Using modulated and smoothed data improves detectability of volume difference in group comparison, but reduces accuracy with atlas-based volumetry using Statistical Parametric Mapping 12 software.

ABSTRACT

BACKGROUND: Atlas-based volumetry using three-dimensional T1-weighted (3D-T1W) magnetic resonance imaging (MRI) has been used previously to evaluate the volumes of intracranial tissues. PURPOSE: To evaluate the detectability of volume difference and accuracy for volumetry using smoothed data with an atlas-based method. MATERIAL AND METHODS: Twenty healthy individuals and 24 patients with idiopathic normal-pressure hydrocephalus (iNPH) underwent 3-T MRI, and sagittal 3D-T1W images were obtained in all participants. Signal values (as tissue probability) of voxels in five segmented data types (gray matter, white matter, cerebrospinal fluid [CSF], skull, soft tissue) derived from the 3D-T1W images with SPM 12 software were assigned simulated 3D-T1W signal intensities to each tissue image.
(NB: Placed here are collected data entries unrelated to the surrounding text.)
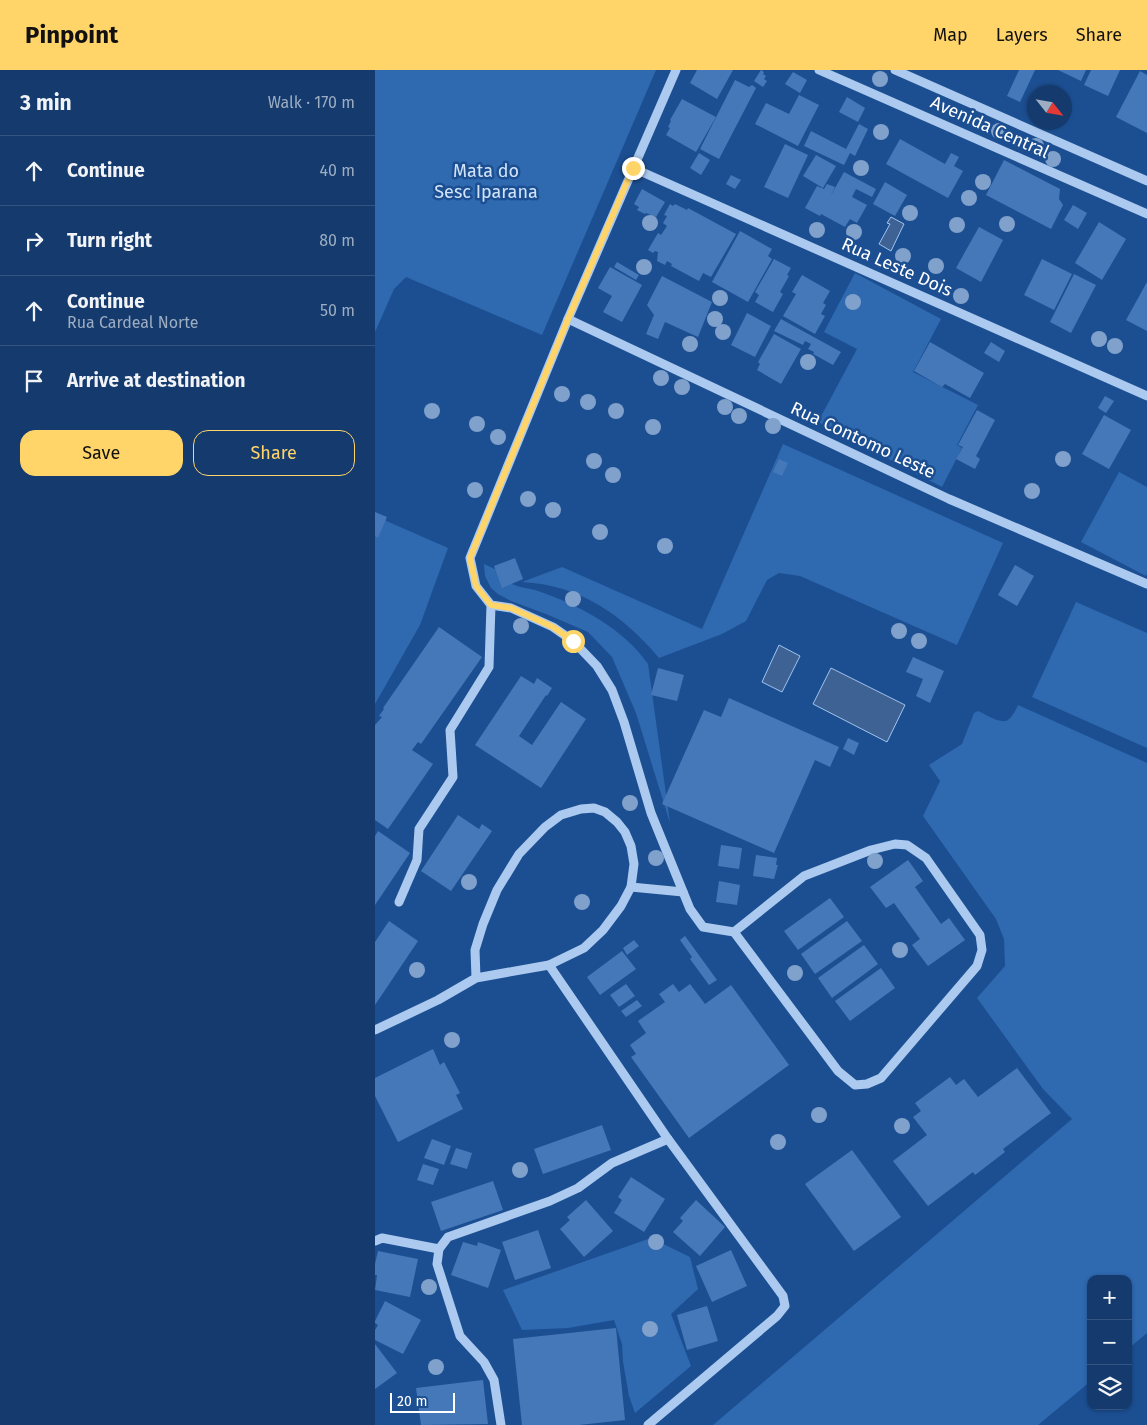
<!DOCTYPE html>
<meta charset="utf-8">
<style>
:root{--surface:#153b6e;--page:#1e4273;--text:#f1f3f6;--muted:#9dadc2;--line:#345581;--accent:#ffd469}
body{margin:0;font-family:"Fira Sans",sans-serif;background:var(--page);color:var(--text)}
.controls{position:absolute;right:15px;bottom:15px;display:grid;overflow:hidden;border-radius:10px;box-shadow:0 1px 4px #0004}
.controls button{width:45px;height:45px;display:grid;place-items:center;padding:0;border:0;border-bottom:1px solid var(--line);background:var(--surface);color:var(--text);font:25px sans-serif}
.compass{position:absolute;left:652px;top:15px;width:45px;height:45px;border-radius:50%;background:var(--surface);box-shadow:0 1px 4px #0004;rotate:121deg}
.scale{position:absolute;left:15px;bottom:12px;width:65px;box-sizing:border-box;padding-left:5px;border:2px solid #fff;border-top:0;font-size:14px;line-height:18px;white-space:nowrap;color:#fff;-webkit-text-stroke:4px #1c4f92;paint-order:stroke}
.stop{position:absolute;width:15px;height:15px;margin:-11px;border:4px solid #ffd469;border-radius:50%;background:#fff}
.stop.end{background:#ffd469;border-color:#fff;box-shadow:0 1px 5px #0008}
.list{margin:0;padding:0;list-style:none}
h2{display:flex;justify-content:space-between;align-items:center;height:65px;margin:0;padding:0 20px;font-size:21px}
h2 small{font-size:16px;font-weight:400;color:var(--muted)}
.list li{display:grid;grid-template-columns:32px 1fr auto;gap:15px;align-items:center;box-sizing:border-box;height:70px;padding:0 20px;border-top:1px solid var(--line)}
.list b{display:block;font-size:19px;white-space:nowrap}
.list p{margin:0;font-size:16px;white-space:nowrap;color:var(--muted)}
.list em{font-size:16px;font-style:normal;color:var(--muted)}
.actions{display:flex;gap:10px;padding:15px 20px}
.actions a{flex:1;padding:11px 0;border:1px solid var(--accent);border-radius:15px;text-align:center;font-size:18px;color:var(--accent)}
.actions .main{background:var(--accent);color:#111}
.icon{flex:none;width:28px;height:28px;fill:none;stroke:currentColor;stroke-width:2;stroke-linecap:round;stroke-linejoin:round}
.map{position:relative;flex:none;width:772px;height:1355px;overflow:hidden}
header{display:flex;align-items:center;gap:30px;box-sizing:border-box;height:70px;padding:0 25px;background:var(--accent);color:#111}
header strong{font-size:24px}
nav{display:flex;gap:28px;margin-inline-start:auto;font-size:18px}
main{display:flex}
aside{flex:1;background:var(--surface)}
.map>svg:first-child{display:block}
.green{fill:#2f69b0}
.water{fill:#3d6293;stroke:#9fc4f0}
.building{fill:#4478b9}
.lines{fill:none;stroke-linecap:round;stroke-linejoin:round}
.minor{stroke:#accaef;stroke-width:9}
.tree{fill:#80a1cb}
.route{stroke:#ffd469;stroke-width:6}
.labels{text-anchor:middle;dominant-baseline:central;stroke-width:5;stroke-linejoin:round;paint-order:stroke}
.street-label{font-size:18px;fill:#fff;stroke:#1c4f92}
.park-label{font-size:18px;fill:#d2e4fa;stroke:#1c4f92}
</style>
<header>
<strong>Pinpoint</strong>
<nav><a>Map</a><a>Layers</a><a>Share</a></nav>
</header>
<main>
<aside>
<h2>3 min<small>Walk · 170 m</small></h2>
<ul class="list">
<li><svg class="icon" aria-label="ahead" viewBox="0 0 24 24"><path d="M12 20V5M6 11l6-6 6 6"/></svg><div><b>Continue</b></div><em>40 m</em></li>
<li><svg class="icon" aria-label="right" viewBox="0 0 24 24"><path d="M7 20v-9h11M14 6l5 5-5 5"/></svg><div><b>Turn right</b></div><em>80 m</em></li>
<li><svg class="icon" aria-label="ahead" viewBox="0 0 24 24"><path d="M12 20V5M6 11l6-6 6 6"/></svg><div><b>Continue</b><p>Rua Cardeal Norte</p></div><em>50 m</em></li>
<li><svg class="icon" aria-label="arrive" viewBox="0 0 24 24"><path d="M6 21V4h12l-3 4 3 4H6"/></svg><div><b>Arrive at destination</b></div></li>
</ul>
<div class="actions"><a class="main">Save</a><a>Share</a></div>
</aside>
<div class="map">
<svg width="772" height="1355" viewBox="0 0 772 1355">
<rect width="100%" height="100%" fill="#1c4f92"/>
<g class="green">
<path d="M0 0H281L167 265 31 207 19 219 0 262Z"/>
<path d="M480 203 566 249 538 302 603 335 582 375 587 378 567 417 443 352 482 279 449 262Z"/>
<path d="M408 374 628 473 582 575 425 506 404 503 392 510 371 551 347 564 284 588C248 545 205 515 147 512L187 497 327 559Z"/>
<path d="M744 402 772 417V503L771 506 706 472Z"/>
<path d="M0 446 73 478 45 555 0 634Z"/>
<path d="M109 494C113 496 119 498 123 501 128 506 130 511 137 514 145 518 155 518 163 521 204 535 248 558 273 594L295 753 261 643 237 587 213 562 171 544 136 531 123 524 116 518 110 506Z"/>
<path d="M701 532 772 563V678L657 627Z"/>
<path d="M643 635 772 693V1263L753 1279V1209H716V1311L663 1355H338L697 1049 668 1019 602 928 630 896 629 869 621 849 548 746 565 711 554 695 587 674 599 643 603 641C610 644 628 656 634 649 638 646 641 639 643 635Z"/>
<path d="M276 1168 315 1187 323 1219 296 1244 316 1296 260 1343 254 1326 248 1292 247 1274 239 1250 193 1258 147 1260 128 1220Z"/>
</g>
<g class="water">
<path d="M516 147 529 154 516 181 504 174 515 154 512 153Z"/>
<path d="M404 575 425 586 407 622 387 612Z"/>
<path d="M456 598 530 635 512 672 438 634Z"/>
</g>
<g class="building">
<path d="M322 0H358L342 29 315 13Z"/>
<path d="M386 0 389 2 388 4 391 6 389 9 392 11 388 17 379 11Z"/>
<path d="M644 0H660L645 32 632 26Z"/>
<path d="M683 0H711L706 11Z"/>
<path d="M716 0H745L733 26 709 15Z"/>
<path d="M765 1 772 5V63L741 47Z"/>
<path d="M418 2 432 10 425 23 410 14Z"/>
<path d="M360 10 374 17 377 15 381 18 344 89 325 79Z"/>
<path d="M424 25 444 35 423 76 380 54 391 33 414 44Z"/>
<path d="M472 27 490 38 483 52 464 42Z"/>
<path d="M307 29 341 47 321 82 291 65 295 58 293 57 296 51 295 50Z"/>
<path d="M484 54 493 59 480 86 475 83 469 95 429 76 436 61 471 79Z"/>
<path d="M525 69 570 94 576 83 584 87 579 96 588 101 573 128 511 94Z"/>
<path d="M410 74 433 85 413 128 389 117Z"/>
<path d="M324 83 335 90 326 105 315 98Z"/>
<path d="M441 85 461 96 448 118 428 106Z"/>
<path d="M629 90 685 119 684 129 688 135 676 159 611 125Z"/>
<path d="M469 102 501 119 497 127 481 119 477 127 492 135 482 153 475 149 470 157 446 144 445 146 430 138 442 116 449 119 452 114 460 117 455 127Z"/>
<path d="M356 105 366 110 360 119 351 114Z"/>
<path d="M510 112 532 125 520 146 498 134Z"/>
<path d="M267 119 290 132 281 147 271 143 270 144 262 140 264 137 259 134Z"/>
<path d="M295 134 298 136 300 134 312 140 313 138 361 164 336 207 328 203 324 211 296 196 297 194 292 191 290 195 282 191 283 182 280 181 278 183 273 180 283 163 286 165 292 156 288 153 292 146 289 145Z"/>
<path d="M698 135 712 143 703 159 689 150Z"/>
<path d="M724 152 751 169 727 210 700 193Z"/>
<path d="M604 157 628 170 606 212 581 198Z"/>
<path d="M365 161 397 179 393 186 397 189 373 232 337 212Z"/>
<path d="M399 189 416 198 412 205 414 206 405 222 408 224 398 242 380 232 384 225 380 222Z"/>
<path d="M667 189 697 204 679 240 649 225Z"/>
<path d="M242 192 264 205 261 210 239 197Z"/>
<path d="M235 197 267 215 247 252 228 242 237 226 223 218Z"/>
<path d="M699 204 721 215 696 263 675 252Z"/>
<path d="M427 205 455 221 448 233 451 235 446 244 450 246 440 264 408 246 421 224 417 222Z"/>
<path d="M287 206 337 232 323 267 290 252 283 269 271 264 279 245 272 235Z"/>
<path d="M772 212V261L751 250Z"/>
<path d="M372 243 396 256 380 287 356 275Z"/>
<path d="M406 249 466 282 458 295 438 284 439 282 433 279 436 274 430 271 428 275 399 261Z"/>
<path d="M399 264 426 279 406 314 382 300 385 294 383 292Z"/>
<path d="M555 272 609 303 595 328 570 314 567 317 539 301Z"/>
<path d="M616 272 630 281 624 292 609 283Z"/>
<path d="M730 326 739 331 731 343 723 338Z"/>
<path d="M602 340 620 350 601 386 605 389 600 399 581 389 588 377 583 375Z"/>
<path d="M729 345 756 360 734 399 707 384Z"/>
<path d="M404 389 413 393 407 406 398 402Z"/>
<path d="M0 442 12 447 3 468 0 466Z"/>
<path d="M140 488 148 509 127 518 119 496Z"/>
<path d="M640 495 659 506 642 536 623 525Z"/>
<path d="M64 557 107 587 46 674 43 672 37 680 58 694 13 759 0 750V655L7 647 4 646 9 639 8 638Z"/>
<path d="M538 587 569 601 555 633 541 626 548 609 531 602Z"/>
<path d="M283 598 309 605 302 631 276 625Z"/>
<path d="M146 606 159 614 162 608 177 618 172 626 171 625 144 666 157 675 186 632 211 649 166 718 100 675Z"/>
<path d="M354 628 464 677 455 697 440 690 399 783 287 734 329 640 346 647Z"/>
<path d="M473 668 484 673 479 685 468 679Z"/>
<path d="M83 745 104 759 107 754 117 761 76 821 46 801Z"/>
<path d="M3 761 35 783 0 835V766Z"/>
<path d="M346 775 367 778 364 799 343 796Z"/>
<path d="M381 785 402 788 401 795H403L399 809 378 806Z"/>
<path d="M533 790 548 811 540 817 566 854 574 848 590 870 553 896 537 875 545 869 519 833 511 838 495 817Z"/>
<path d="M344 811 365 815 362 835 341 832Z"/>
<path d="M455 828 469 847 423 880 409 861Z"/>
<path d="M14 851 43 871 0 935V872Z"/>
<path d="M472 851 487 871 440 904 426 884Z"/>
<path d="M310 866 342 910 334 915 315 889 317 887 305 870Z"/>
<path d="M259 870 264 876 252 885 248 878Z"/>
<path d="M489 875 503 894 457 928 443 908Z"/>
<path d="M247 881 261 899 225 925 212 907Z"/>
<path d="M506 898 520 918 475 951 460 931Z"/>
<path d="M251 914 260 926 244 937 235 925Z"/>
<path d="M298 914 304 922 315 914 330 934 356 915 414 995 314 1068 256 987 261 984 255 975 271 963 263 951 290 932 284 924Z"/>
<path d="M262 930 267 936 251 947 246 941Z"/>
<path d="M58 979 65 995 69 992 85 1023 81 1025 88 1039 23 1072 0 1026V1008Z"/>
<path d="M642 998 676 1043 628 1079 630 1082 600 1105 598 1102 553 1136 518 1091 552 1065 538 1047 546 1041 540 1033 575 1007 581 1015 589 1009 603 1027Z"/>
<path d="M227 1055 236 1080 168 1104 159 1079Z"/>
<path d="M57 1069 76 1076 69 1095 49 1088Z"/>
<path d="M81 1078 97 1083 92 1099 75 1094Z"/>
<path d="M477 1080 526 1147 479 1181 430 1114Z"/>
<path d="M48 1094 64 1099 58 1115 42 1110Z"/>
<path d="M256 1107 290 1129 269 1162 239 1143 247 1130 243 1127Z"/>
<path d="M118 1111 128 1140 66 1161 56 1132Z"/>
<path d="M211 1130 238 1161 209 1187 185 1159 195 1150 192 1147Z"/>
<path d="M321 1130 350 1157 325 1186 298 1162 308 1151 305 1148Z"/>
<path d="M163 1160 176 1198 140 1210 127 1172Z"/>
<path d="M88 1172 102 1176 103 1172 126 1180 113 1218 76 1205Z"/>
<path d="M356 1180 372 1216 337 1232 321 1196Z"/>
<path d="M3 1181 43 1189 35 1227 0 1220 2 1205H0V1194Z"/>
<path d="M10 1231 46 1250 28 1284 0 1270V1260L3 1255 0 1253V1251Z"/>
<path d="M332 1236 343 1271 312 1280 302 1245Z"/>
<path d="M241 1258 250 1350 204 1355H147L138 1269Z"/>
<path d="M0 1274 22 1303 0 1319Z"/>
<path d="M108 1310 113 1354 46 1355 41 1318Z"/>
</g>
<g class="lines">
<g class="minor">
<path d="M301 0 193 249 95 488 101 516 116 535 136 538 178 557 198 571 222 596 237 620 249 652 276 743 315 839 328 857 359 862 463 1001 480 1015 492 1014 506 1008 602 896 607 880 605 865 551 788 532 775 520 774 496 780 429 806 359 862"/>
<path d="M444 0 772 144"/>
<path d="M520 0 772 111"/>
<path d="M258 98 772 326"/>
<path d="M193 249 574 429 772 514"/>
<path d="M256 817 308 822"/>
<path d="M24 832 42 790 44 759 78 707 75 660 114 597 116 535"/>
<path d="M174 895 293 1069 408 1226 410 1236 402 1246 273 1355"/>
<path d="M0 960 63 930 101 908 174 895 209 878 228 860 246 836 256 817 259 794 256 776 250 762 242 752 230 742 219 738 206 739 186 745 170 757 144 784 122 820 108 854 100 880 101 908"/>
<path d="M0 1171 7 1168 64 1179"/>
<path d="M126 1355 119 1310 109 1292 85 1266 62 1194 64 1179 73 1167 175 1131 203 1118 237 1093 293 1069"/>
</g>
</g>
<g class="tree">
<circle cx="505" cy="9" r="8"/>
<circle cx="624" cy="61" r="8"/>
<circle cx="506" cy="62" r="8"/>
<circle cx="661" cy="76" r="8"/>
<circle cx="678" cy="89" r="8"/>
<circle cx="486" cy="98" r="8"/>
<circle cx="608" cy="112" r="8"/>
<circle cx="594" cy="128" r="8"/>
<circle cx="535" cy="143" r="8"/>
<circle cx="275" cy="153" r="8"/>
<circle cx="632" cy="154" r="8"/>
<circle cx="582" cy="155" r="8"/>
<circle cx="442" cy="160" r="8"/>
<circle cx="479" cy="162" r="8"/>
<circle cx="528" cy="186" r="8"/>
<circle cx="561" cy="196" r="8"/>
<circle cx="269" cy="197" r="8"/>
<circle cx="586" cy="226" r="8"/>
<circle cx="345" cy="228" r="8"/>
<circle cx="478" cy="232" r="8"/>
<circle cx="340" cy="249" r="8"/>
<circle cx="348" cy="262" r="8"/>
<circle cx="724" cy="269" r="8"/>
<circle cx="315" cy="274" r="8"/>
<circle cx="740" cy="276" r="8"/>
<circle cx="433" cy="292" r="8"/>
<circle cx="286" cy="308" r="8"/>
<circle cx="307" cy="317" r="8"/>
<circle cx="187" cy="324" r="8"/>
<circle cx="213" cy="332" r="8"/>
<circle cx="350" cy="337" r="8"/>
<circle cx="57" cy="341" r="8"/>
<circle cx="241" cy="341" r="8"/>
<circle cx="364" cy="346" r="8"/>
<circle cx="102" cy="354" r="8"/>
<circle cx="398" cy="356" r="8"/>
<circle cx="278" cy="357" r="8"/>
<circle cx="123" cy="367" r="8"/>
<circle cx="688" cy="389" r="8"/>
<circle cx="219" cy="391" r="8"/>
<circle cx="238" cy="405" r="8"/>
<circle cx="100" cy="420" r="8"/>
<circle cx="657" cy="421" r="8"/>
<circle cx="153" cy="429" r="8"/>
<circle cx="178" cy="440" r="8"/>
<circle cx="225" cy="462" r="8"/>
<circle cx="290" cy="476" r="8"/>
<circle cx="198" cy="529" r="8"/>
<circle cx="146" cy="556" r="8"/>
<circle cx="524" cy="561" r="8"/>
<circle cx="544" cy="571" r="8"/>
<circle cx="255" cy="733" r="8"/>
<circle cx="281" cy="788" r="8"/>
<circle cx="500" cy="791" r="8"/>
<circle cx="94" cy="812" r="8"/>
<circle cx="207" cy="832" r="8"/>
<circle cx="525" cy="880" r="8"/>
<circle cx="42" cy="900" r="8"/>
<circle cx="420" cy="903" r="8"/>
<circle cx="77" cy="970" r="8"/>
<circle cx="444" cy="1045" r="8"/>
<circle cx="527" cy="1056" r="8"/>
<circle cx="403" cy="1072" r="8"/>
<circle cx="145" cy="1100" r="8"/>
<circle cx="281" cy="1172" r="8"/>
<circle cx="54" cy="1217" r="8"/>
<circle cx="275" cy="1259" r="8"/>
<circle cx="61" cy="1297" r="8"/>
</g>
<g class="lines">
<path class="route" d="M198 571 178 557 136 538 116 535 101 516 95 488 193 249 258 98"/>
</g>
<g class="labels">
<g class="street-label">
<text transform="translate(615 57) rotate(24)">Avenida Central</text>
<text transform="translate(522 197) rotate(24)">Rua Leste Dois</text>
<text transform="translate(488 370) rotate(25)">Rua Contomo Leste</text>
</g>
<g class="park-label">
<text x="111" y="101">Mata do<tspan x="111" dy="21">Sesc Iparana</tspan></text>
</g>
</g>
</svg>
<div class="controls">
<button>+</button>
<button>−</button>
<button><svg class="icon" aria-label="layers" viewBox="0 0 24 24"><path d="M12 4l9 5-9 5-9-5zM3 14l9 5 9-5"/></svg></button>
</div>
<svg class="compass" viewBox="-18 -18 36 36"><path d="M0-13l5 13h-10z" fill="#e53935"/><path d="M0 13l5-13h-10z" fill="#9dadc2"/></svg>
<div class="scale">20 m</div>
<div class="stop" style="left:198px;top:571px"></div>
<div class="stop end" style="left:258px;top:98px"></div>
</div>
</main>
The assigned data were termed "reference data." We created a reference 3D-T1W image that included the reference data of all five tissue types. Standard volumes were measured for the reference CSF data with region of interest of lateral ventricle in native space, and measured volumes were obtained for non-smoothed and smoothed-modulated data. Detectability was evaluated between measured volumes in the healthy control and iNPH groups. Accuracy was evaluated as the difference between the mean measured and standard volumes. RESULTS: In group comparison of measured volumes between the healthy control and iNPH groups, the lowest P value was for smoothed-modulated CSF data. In both groups, the largest difference from the standard volume was found for the mean of the measured volumes for smoothed-modulated CSF data. CONCLUSION: Our study shows that using smoothed data can improve detectability in group comparison. However, using smoothed data reduces the accuracy of volumetry.